Winners and Losers from a Fiscal-Cliff Deal
Middle and lower-income taxpayers are the main beneficiaries of the fiscal-cliff deal, but there are other winners—and losers—of the last-minute scramble to avert scheduled tax increases and spending cuts. The gridlock leading up to the deal dimmed the country’s already dim view of Congress. Lawmakers aren’t going to get the grand deficit-reduction bargain they had hoped for. And although an economic crisis may have been averted, the final deal sets the stage for another debt-ceiling showdown.
‘Middle-Class’ Taxpayers. With the Bush tax cuts set to extend for individuals making less than $400,000, middle- and upper-middle class taxpayers can breathe a sigh of relief. The Alternative Minimum Tax will be permanently lifted to reflect inflation, sparing close to 30 million taxpayers from a tax increase. The tax relief isn’t total, however: The payroll tax cut won’t be extended for another year, meaning that working Americans will see their paychecks reduced in 2013. But it could have been worse.
President Obama and Vice President Biden. President Obama made the fiscal cliff negotiations all about taxes, repeating the call for tax increases on the rich and tax cuts for the middle class that helped him win reelection. Although the final deal is less than the president had hoped for, he gets to say he kept his campaign promise to protect middle-class Americans. He also gets to renew key tax cuts passed as part of his 2009 stimulus package and to extend unemployment insurance. Meanwhile, Vice President Joe Biden can revel in the crucial role he played in last-minute discussions with Senate Minority Leader Mitch McConnell.
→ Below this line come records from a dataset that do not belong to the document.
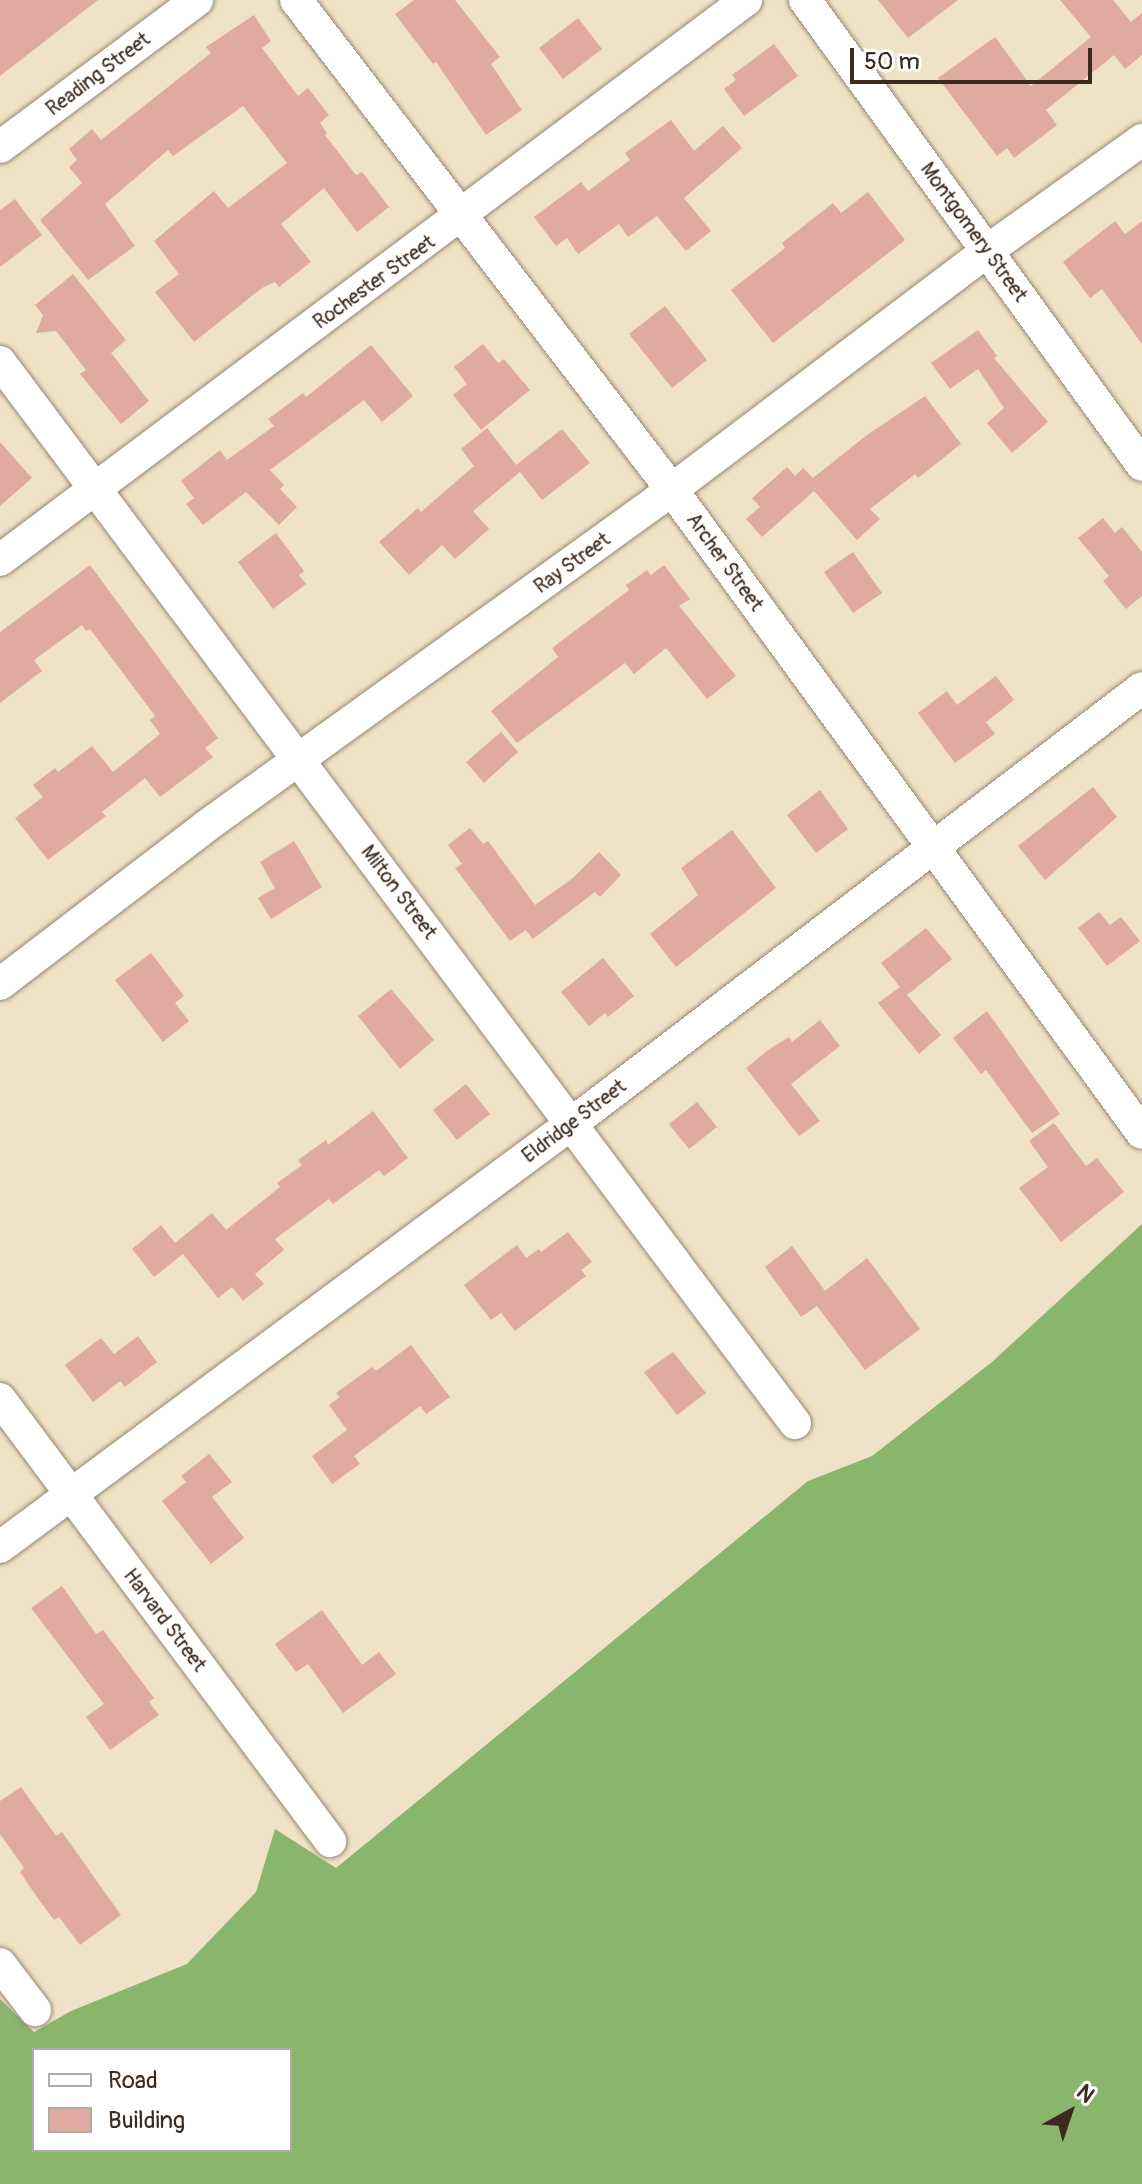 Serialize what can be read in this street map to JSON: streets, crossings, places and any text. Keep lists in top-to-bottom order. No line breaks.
{"streets":{"street":["Reading Street","Montgomery Street","Rochester Street","Archer Street","Ray Street","Milton Street","Eldridge Street","Harvard Street"]},"crossings":[["Montgomery Street","Ray Street"],["Rochester Street","Archer Street"],["Rochester Street","Milton Street"],["Archer Street","Ray Street"],["Archer Street","Eldridge Street"],["Ray Street","Milton Street"],["Milton Street","Eldridge Street"],["Eldridge Street","Harvard Street"]],"legend":["Road","Building"],"scale_bar":"50 m","north":"top right"} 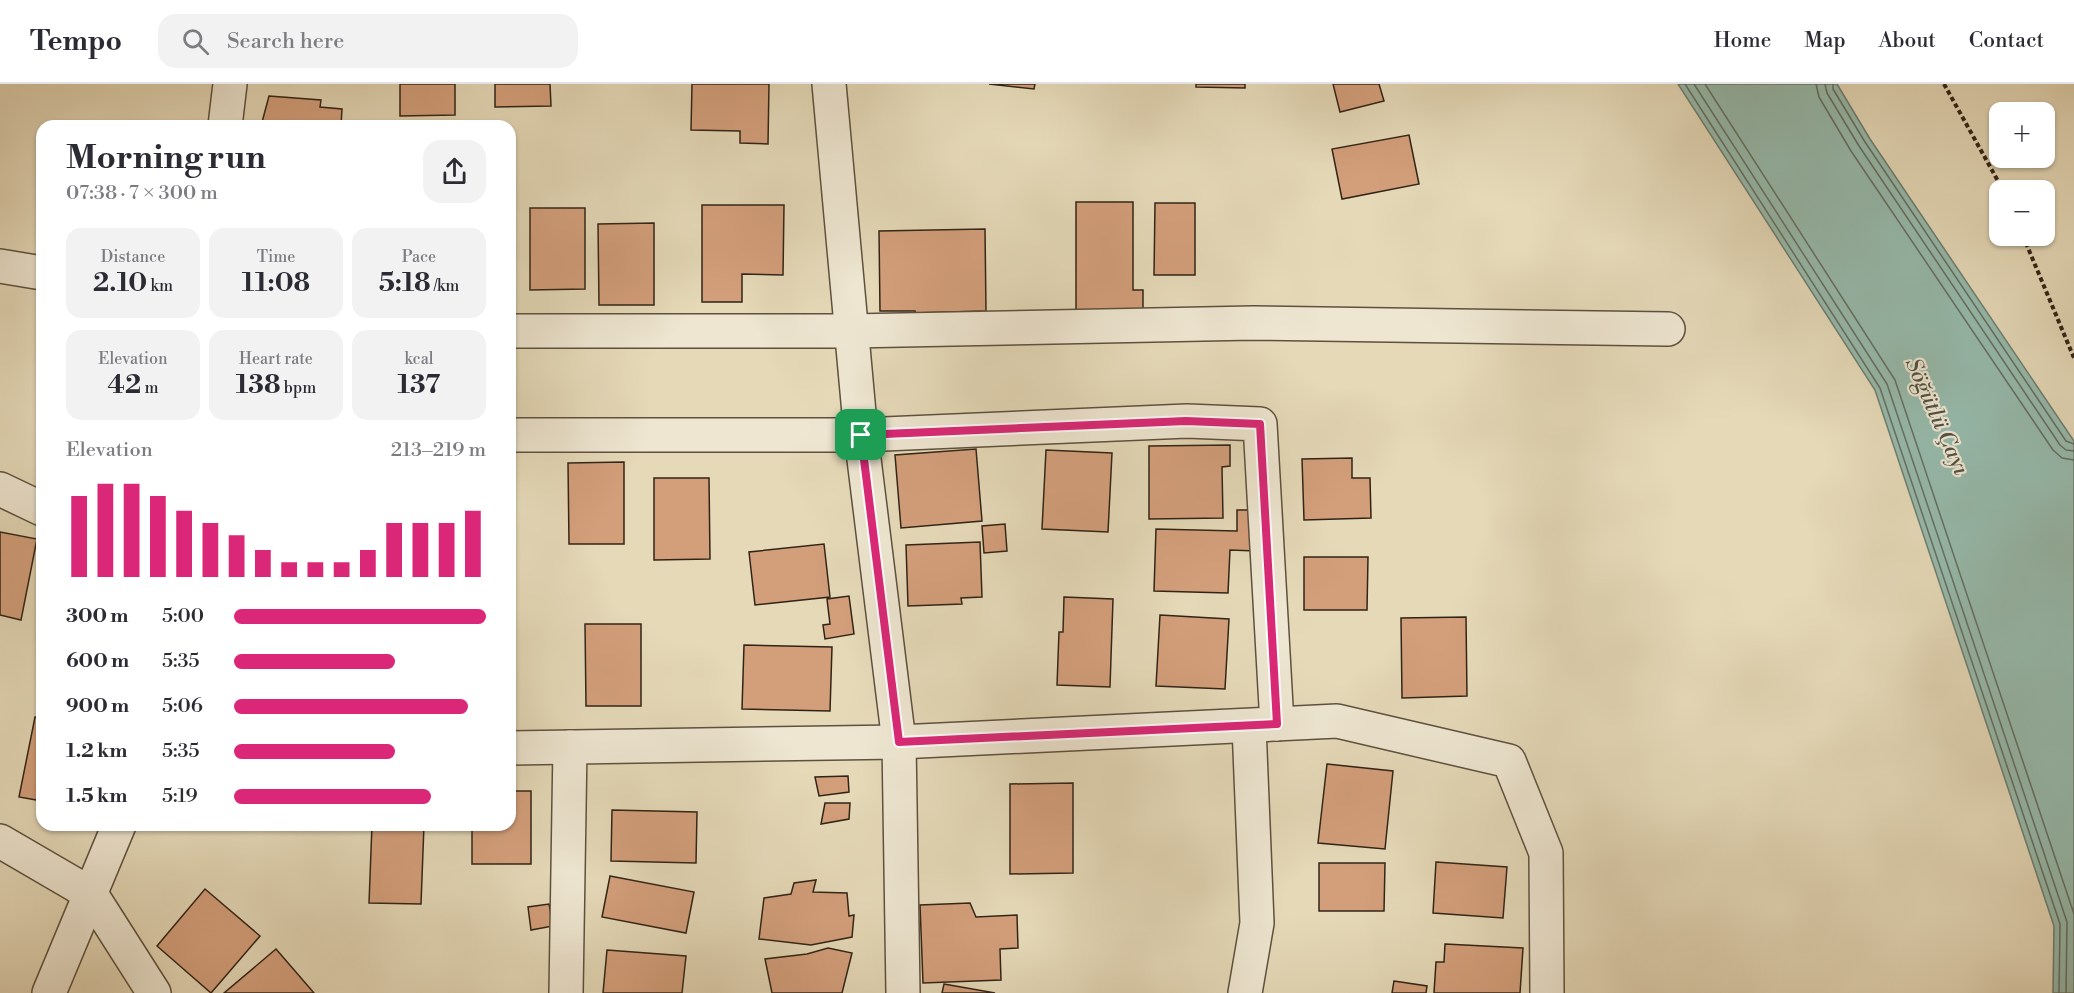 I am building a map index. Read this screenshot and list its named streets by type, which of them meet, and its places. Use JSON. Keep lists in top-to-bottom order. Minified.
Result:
{"water":["Söğütlü Çayı"],"page":{"header":"Tempo","search":"Search here","nav":["Home","Map","About","Contact"],"map_buttons":["+","−"],"heading":["Morning run","07:38 · 7 × 300 m"],"stats":[["Distance","2.10 km"],["Time","11:08"],["Pace","5:18 /km"],["Elevation","42 m"],["Heart rate","138 bpm"],["kcal","137"]],"chart":["Elevation","213–219 m"],"list":[{"name":"300 m","note":"5:00"},{"name":"600 m","note":"5:35"},{"name":"900 m","note":"5:06"},{"name":"1.2 km","note":"5:35"},{"name":"1.5 km","note":"5:19"}]}} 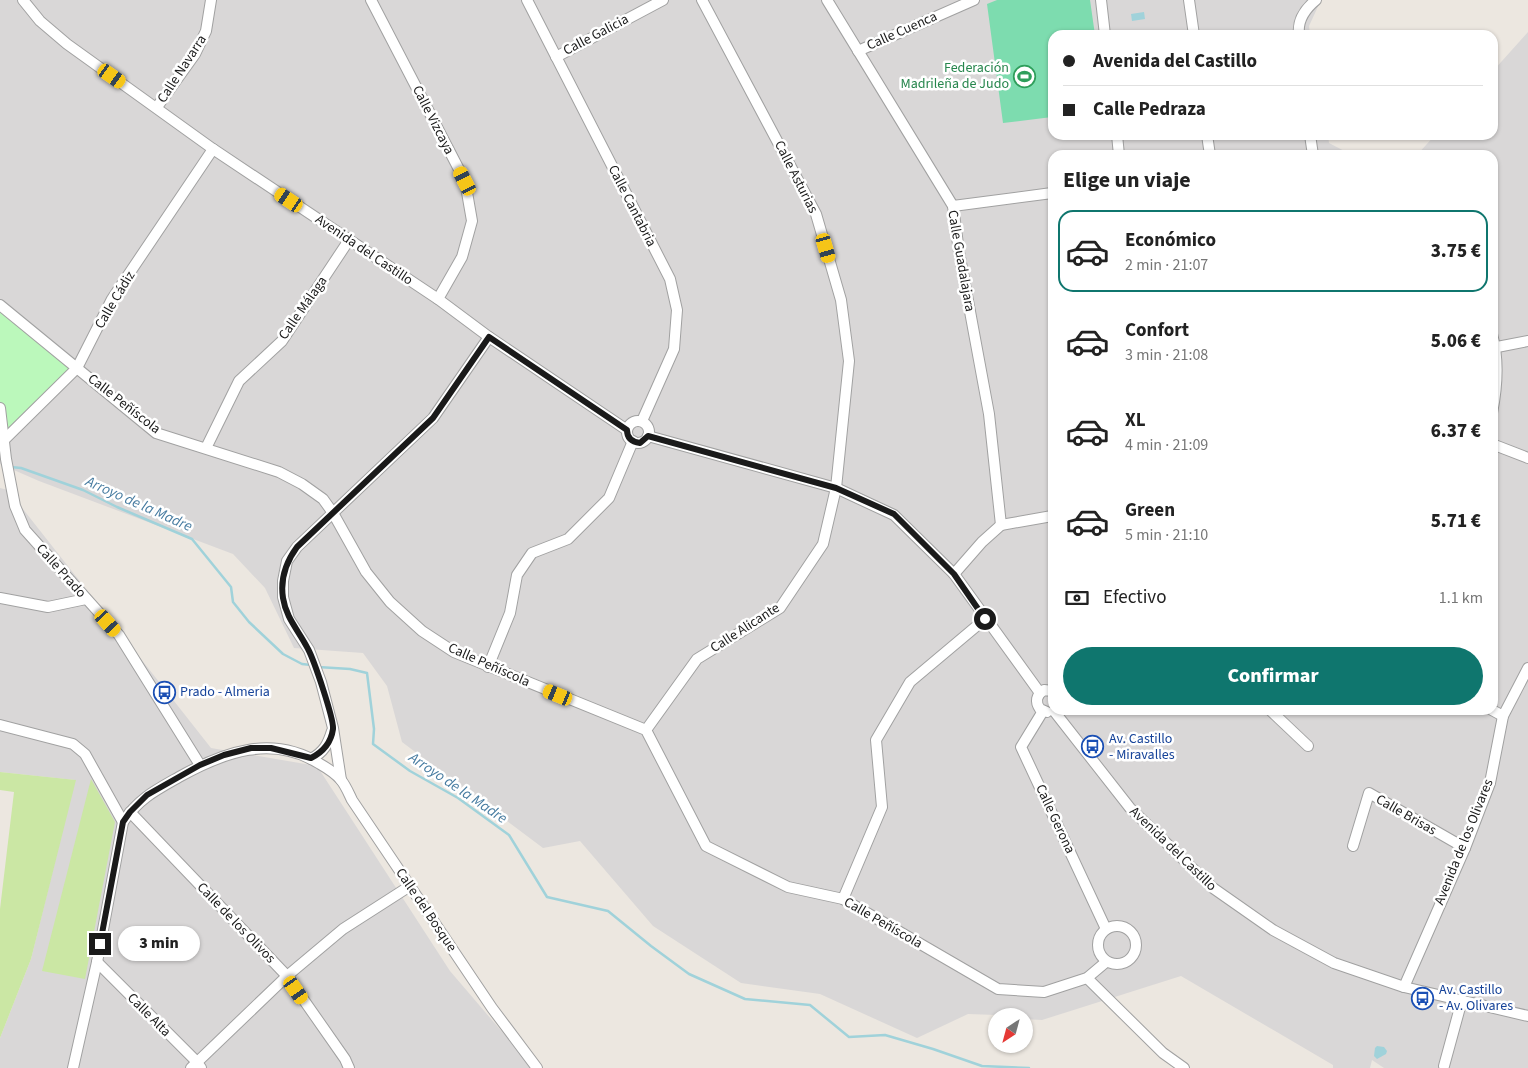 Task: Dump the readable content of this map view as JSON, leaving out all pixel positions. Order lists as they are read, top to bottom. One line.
{"streets":{"street":["Calle Cuenca","Calle Galicia","Calle Navarra","Calle Vizcaya","Calle Asturias","Calle Cantabria","Avenida del Castillo","Calle Guadalajara","Calle Cádiz","Calle Málaga","Calle Peñíscola","Calle Prado","Calle Alicante","Calle Brisas","Calle Gerona","Avenida de los Olivares","Calle del Bosque","Calle de los Olivos","Calle Alta"]},"crossings":[["Calle Cuenca","Calle Guadalajara"],["Calle Galicia","Calle Cantabria"],["Calle Navarra","Avenida del Castillo"],["Calle Vizcaya","Avenida del Castillo"],["Calle Asturias","Calle Alicante"],["Calle Cantabria","Avenida del Castillo"],["Avenida del Castillo","Calle Cádiz"],["Avenida del Castillo","Calle Málaga"],["Avenida del Castillo","Avenida de los Olivares"],["Calle Cádiz","Calle Peñíscola"],["Calle Cádiz","Calle Prado"],["Calle Málaga","Calle Peñíscola"],["Calle Peñíscola","Calle Alicante"],["Calle Peñíscola","Calle Gerona"],["Calle Prado","Calle del Bosque"],["Calle Brisas","Avenida de los Olivares"],["Calle del Bosque","Calle de los Olivos"]],"water":["Arroyo de la Madre"],"places":{"sports":["Federación Madrileña de Judo"],"bus stop":["Prado - Almeria","Av. Castillo - Miravalles","Av. Castillo - Av. Olivares"]},"north":"bottom left","page":{"banner":["Avenida del Castillo","Calle Pedraza"],"heading":"Elige un viaje","list":[{"name":"Económico","note":"2 min · 21:07","value":"3.75 €"},{"name":"Confort","note":"3 min · 21:08","value":"5.06 €"},{"name":"XL","note":"4 min · 21:09","value":"6.37 €"},{"name":"Green","note":"5 min · 21:10","value":"5.71 €"}],"pay":["Efectivo","1.1 km"],"buttons":"Confirmar","bubble":"3 min"}} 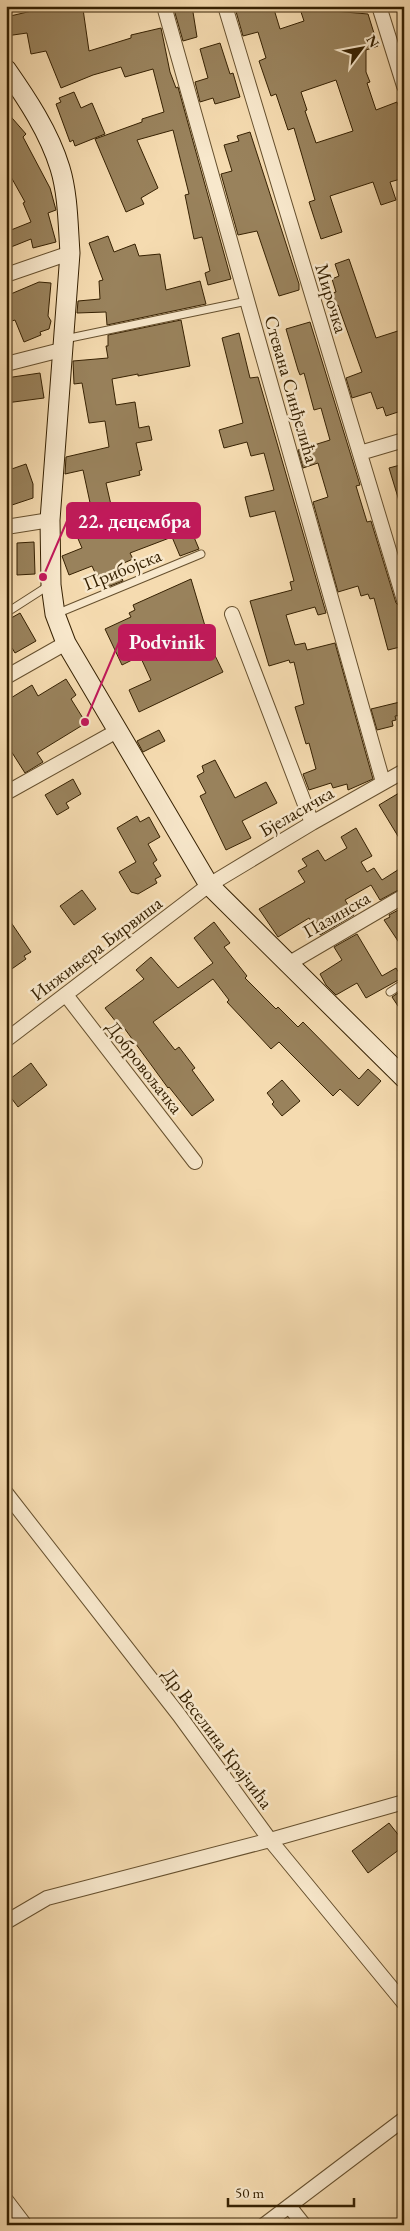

Senate Minority Leader Mitch McConnell. The wily legislator who once pledged to block President Obama at every turn has proved, once again, to be a crucial deal-maker between the White House and Congress. Initially sidelined as negotiations focused on President Obama and Speaker John Boehner, McConnell stepped forward at the last minute to help craft legislation that Republicans could support.
AARP. Seniors—and the lobbyists who represent them—won’t be feeling the pain of entitlement cuts come January, despite initial insistence from Republican lawmakers that significant cuts to Medicare or Social Security be part of a fiscal cliff deal. The battle to prevent a switch to chained CPI, a metric that would reduce the growth of Social Security payments, has been won, at least for now.
Deficit Hawks. Going over the fiscal cliff would have significantly reduced the deficit, combining cuts to domestic and military spending with tax hikes on pretty much everyone. The last-minute deal reached by Washington negotiators lifted taxes on the wealthiest Americans and didn’t do anything to cut spending.
Speaker Boehner’s Plan B. Speaker Boehner’s attempt to rally his caucus behind an alternate cliff deal, dubbed "Plan B," failed miserably: a bad sign of the Ohio Republican’s ability to put forward an alternative that his caucus could take seriously. Boehner’s plan included too many tax increases and not enough spending cuts for Republicans to stomach—and it seemed to temporarily stall negotiations.
The U.S. Treasury. The United States hit its borrowing limit on Monday, and lawmakers failed to include raising the limit as part of the cliff deal. The Treasury Department will enact what it calls “extraordinary measures” to avoid a government default, but it can only protect the nation’s credit for so long. Stay tuned in the coming months for another Washington fight over whether, and how, to raise the debt ceiling.
The 1 Percent. Wealthy Americans who make their money from investments, rather than paychecks, were losers in the fiscal-cliff deal. In addition to higher income taxes, those who make above $400,000 will now be subject to a 20 percent tax rate on their capital gains and dividends. The fiscal cliff wasn’t all bad news for the wealthy, however: They can still bequeath up to $5 million tax-free, with any additional money taxed at 40 percent. That’s greater than the current 35 percent estate tax rate, but less than the 55 percent rate on assets over $1 million that would have gone into effect without a deal.
Holiday Cheer. From senators who had to fly back to Washington two days after Christmas to Hill staffers who canceled New Year's Eve plans in anticipation of a late night hammering out a deal, the fiscal-cliff negotiations cast a pall over the holiday season. And it wasn’t just Washington: Americans spent the holidays wringing their hands over pending tax increases.